Akçakale Saldırısı ve Sonrası

Suriye ordusu ile Özgür Suriye Ordusu arasında Tel Abayad kasabasının kontrolü için yürütülen silahlı mücadele geçen hafta içinde Türkiye’ye sıçradı. Tel Abayad kasabası ve Akçakale’ye açılan sınır kapısının kontrolünü kaybeden Suriye ordusu bölgeyi yakın çevreden top atışına tutmaya başlamıştı. Bu saldırılar sırasında 3 Ekim 2012 tarihinde, Suriye ordusu muhtemelen bilinçli olarak Şanlıurfa’nın Akçakale ilçesini hedef alan 6 atış gerçekleştirdi. Saldırıda 5 Türk vatandaşı hayatını kaybetti. Bu saldırının ardından Türkiye karşılık olarak tespit edilen 14 hedefe 40 top atışıyla karşılık verdi.

Akçakale saldırısının ardından yapılan ilk değerlendirmelerde Suriye ordusunun yanlışlıkla Akçakale’yi hedef almış olabileceği tartışılmıştı. Ancak Türkiye’nin misilleme saldırısının ardından Hatay iline yönelik benzer saldırıların devam etmesi Akçakale saldırısının bilinçli bir stratejinin ürünü olması ihtimalini güçlendirmiştir. Başbakan Erdoğan benzer yöndeki düşünceleri “kararlılığımız test edilmesin. Kaza deniyor, sekiz kez kaza mı olur” sözleri ile dile getirmiştir.
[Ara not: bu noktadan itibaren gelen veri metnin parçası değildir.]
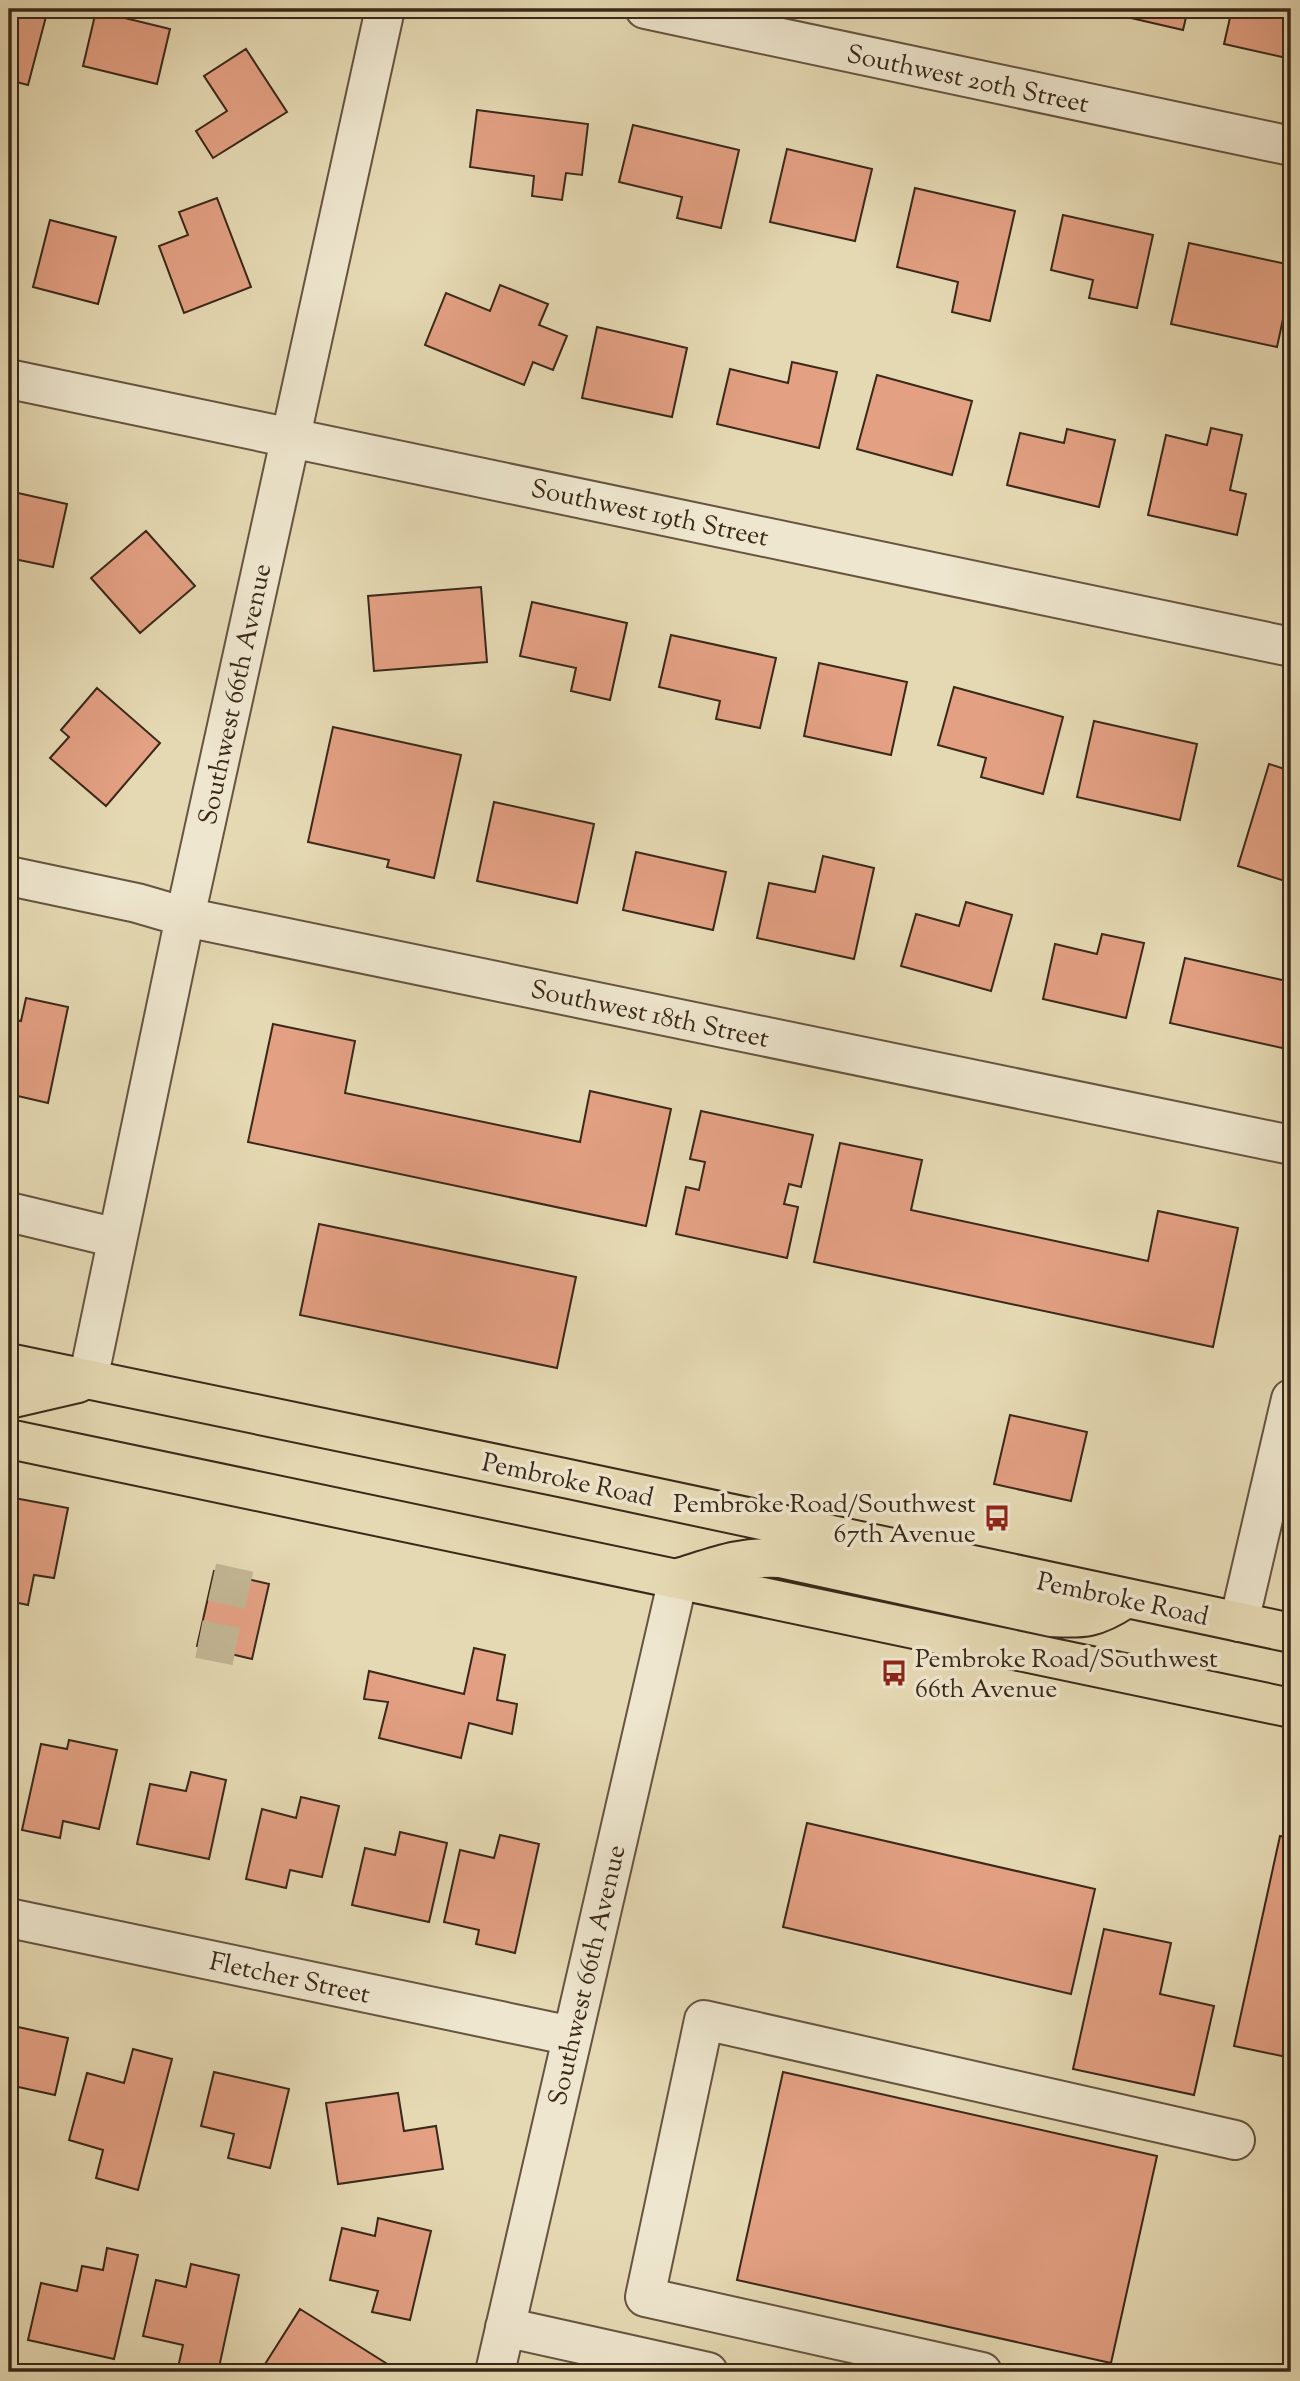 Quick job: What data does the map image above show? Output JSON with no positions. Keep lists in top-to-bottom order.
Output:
{
  "streets": {
    "main road": ["Pembroke Road"],
    "street": [
      "Southwest 20th Street",
      "Southwest 19th Street",
      "Southwest 66th Avenue",
      "Southwest 18th Street",
      "Fletcher Street"
    ]
  },
  "crossings": [
    ["Southwest 19th Street", "Southwest 66th Avenue"],
    ["Southwest 66th Avenue", "Southwest 18th Street"],
    ["Southwest 66th Avenue", "Pembroke Road"],
    ["Southwest 66th Avenue", "Fletcher Street"]
  ],
  "places": {
    "bus stop": ["Pembroke Road/Southwest 67th Avenue", "Pembroke Road/Southwest 66th Avenue"]
  }
}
Suriye rejiminin beka sorunu ile karşı karşıya olduğu, ordusunun parçalandığı ve tüm enerjisini içe yönlendirdiği bir ortamda Türkiye ile savaş çıkarma ihtimali olan bir saldırıyı neden gerçekleştirdiği önemli bir soru işaretidir. Söz konusu ortam içinde Suriye’nin böyle bir adım atması, ulaşılmak istenen hedefler konusunda akla şu olasılıkları getirmektedir:

– Son derece zayıf bir konumda olan Suriye’nin böylesine riskli bir kararı tek başına almış olma ihtimali zayıftır. Büyük ihtimalle Suriye’deki rejimin korunmasını hayati çıkar olarak gören ve bu nedenle Türkiye’nin politikalarından rahatsızlık duyan Rusya ve İran’ın onayı, desteği, yönlendirmesi ile saldırı gerçekleştirilmiştir. Dolayısıyla saldırı ile verilmek istenen mesajı sadece Suriye’nin değil her üç ülkenin ortak mesajı olarak okumak gerekmektedir.
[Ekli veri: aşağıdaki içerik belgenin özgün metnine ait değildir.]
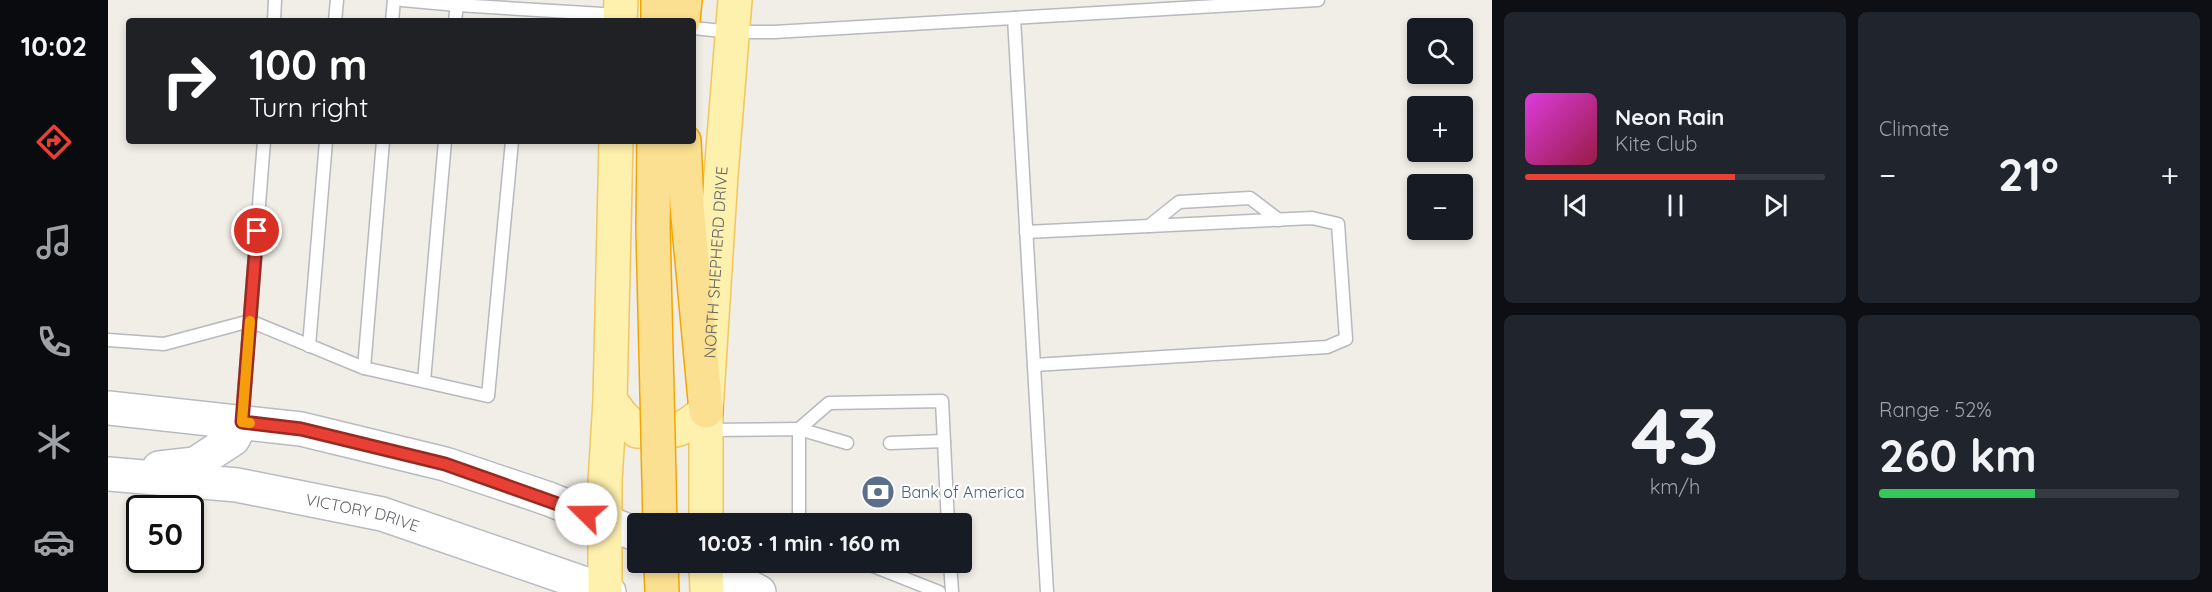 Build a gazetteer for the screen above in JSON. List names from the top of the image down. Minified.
{"streets":{"main road":["NORTH SHEPHERD DRIVE","VICTORY DRIVE"]},"places":{"bank":["Bank of America"]},"page":{"tabs":"10:02","tile":["Climate",["43","km/h"],["Range · 52%","260 km"]],"map_buttons":["+","−"],"turn":["100 m","Turn right"],"song":["Neon Rain","Kite Club"],"heat":["−","21°","+"],"limit":"50","trip":"10:03 · 1 min · 160 m"}} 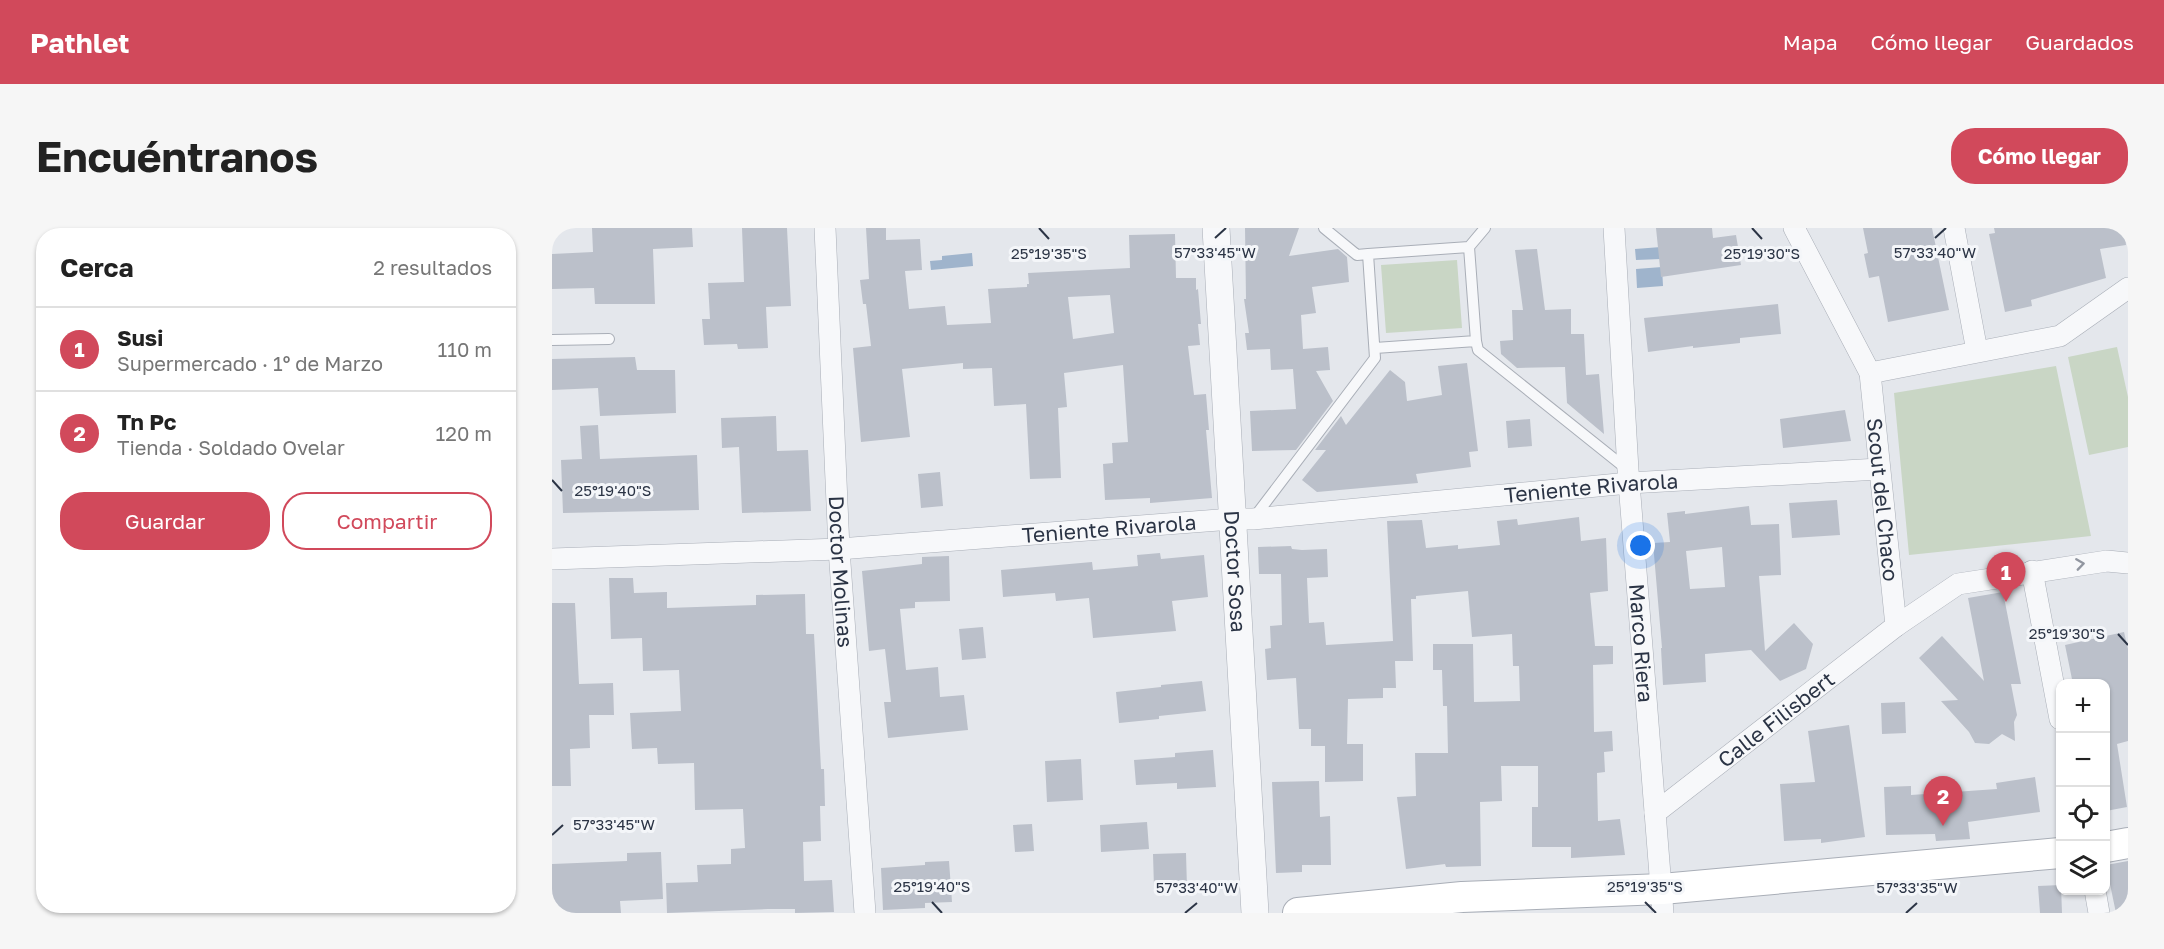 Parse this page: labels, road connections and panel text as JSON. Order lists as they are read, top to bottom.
{
  "streets": {
    "street": [
      "Teniente Rivarola",
      "Scout del Chaco",
      "Doctor Sosa",
      "Doctor Molinas",
      "Marco Riera",
      "Calle Filisbert"
    ]
  },
  "crossings": [
    ["Teniente Rivarola", "Scout del Chaco"],
    ["Teniente Rivarola", "Doctor Sosa"],
    ["Teniente Rivarola", "Doctor Molinas"],
    ["Teniente Rivarola", "Marco Riera"],
    ["Scout del Chaco", "Calle Filisbert"],
    ["Marco Riera", "Calle Filisbert"]
  ],
  "page": {
    "header": "Pathlet",
    "nav": ["Mapa", "Cómo llegar", "Guardados"],
    "buttons": [
      "Cómo llegar",
      ["Guardar", "Compartir"]
    ],
    "title": "Encuéntranos",
    "heading": ["Cerca", "2 resultados"],
    "list": [
      {
        "mark": "1",
        "name": "Susi",
        "note": "Supermercado · 1º de Marzo",
        "value": "110 m"
      },
      {
        "mark": "2",
        "name": "Tn Pc",
        "note": "Tienda · Soldado Ovelar",
        "value": "120 m"
      }
    ],
    "pins": ["1", "2"],
    "map_buttons": ["+", "−"]
  },
  "coordinates": [
    "57°33'45\"W",
    "57°33'40\"W",
    "25°19'35\"S",
    "25°19'30\"S",
    "25°19'40\"S",
    "57°33'35\"W"
  ]
}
– Akçakale saldırısı, Haziran ayında gerçekleşen F-4 uçak saldırısının bir devamı niteliğindedir. Burada söz konusu aktörlerin ortak amacı hayati çıkar alanlarına zarar verdiğini düşündüğü Türkiye’nin gücünü sorgulatmaya çalışmaktadır. Böylece Türkiye’nin oynamaya çalıştığı rol; Suriye halkı, Türk kamuoyu, Arap kamuoyu ve uluslararası kamuoyu arasında tartışmaya açılmaktadır. Türkiye’nin Suriye’de değişimi gerçekleştirebilme kapasitesi sorgulatılmaktadır.
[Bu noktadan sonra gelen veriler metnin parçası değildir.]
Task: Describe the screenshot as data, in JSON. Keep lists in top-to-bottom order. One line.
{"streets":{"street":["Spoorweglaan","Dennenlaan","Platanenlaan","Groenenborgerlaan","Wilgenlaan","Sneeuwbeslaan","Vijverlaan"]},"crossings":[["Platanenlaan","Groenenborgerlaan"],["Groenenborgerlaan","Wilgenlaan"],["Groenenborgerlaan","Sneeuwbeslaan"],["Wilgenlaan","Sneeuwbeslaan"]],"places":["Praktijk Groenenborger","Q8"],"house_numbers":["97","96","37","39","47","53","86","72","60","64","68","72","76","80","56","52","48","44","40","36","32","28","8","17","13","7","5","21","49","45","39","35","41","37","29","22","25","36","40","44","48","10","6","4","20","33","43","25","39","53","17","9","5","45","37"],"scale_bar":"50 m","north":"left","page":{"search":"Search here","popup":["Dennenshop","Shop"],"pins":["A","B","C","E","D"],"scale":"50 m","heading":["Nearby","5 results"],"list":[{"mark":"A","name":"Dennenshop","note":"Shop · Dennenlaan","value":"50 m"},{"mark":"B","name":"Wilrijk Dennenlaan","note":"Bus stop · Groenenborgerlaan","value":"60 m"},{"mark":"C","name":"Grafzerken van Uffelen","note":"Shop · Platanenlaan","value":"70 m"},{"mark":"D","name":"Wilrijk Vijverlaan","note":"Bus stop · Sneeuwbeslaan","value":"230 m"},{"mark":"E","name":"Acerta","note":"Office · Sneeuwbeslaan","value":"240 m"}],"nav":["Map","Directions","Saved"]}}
– Söz konusu aktörler Türkiye’nin sınırlarını test etmeye ve nereye kadar gidebileceğini görmeye çalışmaktadır. Jet krizi sonrasında sert söylemlere rağmen caydırıcılığın tesis edilememiş olması Türkiye’nin sınırlarını zorlamayı mümkün kılmıştır.

– Yukarıdaki hedefle bağlantılı olarak; Suriye ve müttefikleri Türkiye’yi bir savaşa çekmek istememektedir. Türkiye’nin savaşa giremeyeceğini, bunu başaramayacağını düşündükleri için Türkiye’nin sınırlarını zorlayabildikleri yere kadar zorlamaktadırlar. Bir uluslararası müdahalenin neredeyse imkansız olduğu analizini yapmaktadırlar. Türkiye’nin tek başına bir askeri müdahalesinin iç kamuoyu baskısı ve maliyetinin yüksek olacağı gibi hesaplamalarla mümkün olmadığını görmektedirler. Bu ortam içinde Türkiye’yi Suriye politikası nedeniyle daha rahat cezalandırabileceklerini düşünmektedirler. Ayrıca jet krizi sonrasında angajman kurallarının değiştirilmesinin kendileri açısından caydırıcı olmadığını göstermektedirler.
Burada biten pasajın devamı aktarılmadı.